_What is being asked:_ Across the whole listing, state how many lines include "each". Add nothing to that number.

_Information provided:_
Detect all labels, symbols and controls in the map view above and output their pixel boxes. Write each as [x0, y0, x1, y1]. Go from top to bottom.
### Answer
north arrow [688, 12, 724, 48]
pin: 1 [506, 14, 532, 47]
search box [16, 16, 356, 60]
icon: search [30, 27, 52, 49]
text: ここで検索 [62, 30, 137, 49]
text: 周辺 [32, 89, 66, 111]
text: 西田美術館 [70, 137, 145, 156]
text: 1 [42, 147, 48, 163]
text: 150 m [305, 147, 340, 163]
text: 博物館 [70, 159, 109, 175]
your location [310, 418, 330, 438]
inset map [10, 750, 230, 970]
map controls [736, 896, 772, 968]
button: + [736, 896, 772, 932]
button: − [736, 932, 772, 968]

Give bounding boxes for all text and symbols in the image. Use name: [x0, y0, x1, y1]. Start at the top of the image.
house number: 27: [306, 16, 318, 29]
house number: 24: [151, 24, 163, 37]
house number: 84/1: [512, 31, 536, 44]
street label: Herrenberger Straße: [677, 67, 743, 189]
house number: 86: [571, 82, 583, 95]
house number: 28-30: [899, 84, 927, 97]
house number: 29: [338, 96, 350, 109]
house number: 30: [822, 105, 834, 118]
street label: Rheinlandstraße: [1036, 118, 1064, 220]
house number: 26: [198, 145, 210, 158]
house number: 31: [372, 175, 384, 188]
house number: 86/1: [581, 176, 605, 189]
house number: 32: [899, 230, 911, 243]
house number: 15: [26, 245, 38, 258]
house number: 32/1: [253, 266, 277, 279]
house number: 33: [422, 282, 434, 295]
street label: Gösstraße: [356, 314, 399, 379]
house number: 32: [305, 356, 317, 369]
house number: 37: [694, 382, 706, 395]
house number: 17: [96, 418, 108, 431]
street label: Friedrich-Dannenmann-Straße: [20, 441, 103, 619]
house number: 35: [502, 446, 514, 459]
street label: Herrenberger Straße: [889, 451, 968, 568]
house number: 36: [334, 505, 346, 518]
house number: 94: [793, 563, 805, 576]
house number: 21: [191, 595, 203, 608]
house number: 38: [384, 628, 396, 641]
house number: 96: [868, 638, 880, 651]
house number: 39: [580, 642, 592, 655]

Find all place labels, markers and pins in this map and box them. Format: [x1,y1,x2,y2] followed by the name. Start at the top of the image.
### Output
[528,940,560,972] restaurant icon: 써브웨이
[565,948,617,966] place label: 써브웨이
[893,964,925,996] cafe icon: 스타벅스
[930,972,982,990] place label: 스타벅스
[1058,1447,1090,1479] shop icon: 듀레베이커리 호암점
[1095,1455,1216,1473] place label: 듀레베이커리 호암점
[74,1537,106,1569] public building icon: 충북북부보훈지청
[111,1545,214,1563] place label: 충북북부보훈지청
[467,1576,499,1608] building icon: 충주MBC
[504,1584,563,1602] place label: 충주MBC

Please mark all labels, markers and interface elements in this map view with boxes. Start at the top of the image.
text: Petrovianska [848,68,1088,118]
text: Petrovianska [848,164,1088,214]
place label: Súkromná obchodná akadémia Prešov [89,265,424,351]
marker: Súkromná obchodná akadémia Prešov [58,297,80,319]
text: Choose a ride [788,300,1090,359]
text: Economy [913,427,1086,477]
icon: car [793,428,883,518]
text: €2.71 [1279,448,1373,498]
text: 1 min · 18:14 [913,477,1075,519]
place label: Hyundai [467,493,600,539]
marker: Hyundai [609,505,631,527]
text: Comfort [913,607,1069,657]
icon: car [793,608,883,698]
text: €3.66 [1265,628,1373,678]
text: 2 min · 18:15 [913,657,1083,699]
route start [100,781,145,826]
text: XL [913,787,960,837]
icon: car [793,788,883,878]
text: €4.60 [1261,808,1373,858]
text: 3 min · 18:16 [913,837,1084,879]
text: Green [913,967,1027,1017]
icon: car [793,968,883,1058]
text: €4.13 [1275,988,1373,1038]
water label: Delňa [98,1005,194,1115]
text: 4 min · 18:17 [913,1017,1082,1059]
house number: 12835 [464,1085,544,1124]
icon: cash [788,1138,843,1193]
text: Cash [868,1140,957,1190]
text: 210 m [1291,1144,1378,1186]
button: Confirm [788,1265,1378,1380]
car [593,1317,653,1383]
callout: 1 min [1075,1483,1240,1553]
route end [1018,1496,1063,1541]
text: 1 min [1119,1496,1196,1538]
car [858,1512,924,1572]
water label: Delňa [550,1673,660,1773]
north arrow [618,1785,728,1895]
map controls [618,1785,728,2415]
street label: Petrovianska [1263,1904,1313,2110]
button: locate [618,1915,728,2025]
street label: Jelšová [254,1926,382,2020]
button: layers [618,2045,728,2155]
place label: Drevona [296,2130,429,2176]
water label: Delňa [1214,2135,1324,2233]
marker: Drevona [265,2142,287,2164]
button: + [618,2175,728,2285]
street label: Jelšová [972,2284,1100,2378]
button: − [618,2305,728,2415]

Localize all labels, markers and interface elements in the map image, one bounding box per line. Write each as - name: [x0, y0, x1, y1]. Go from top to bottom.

_Result for this task:_ 2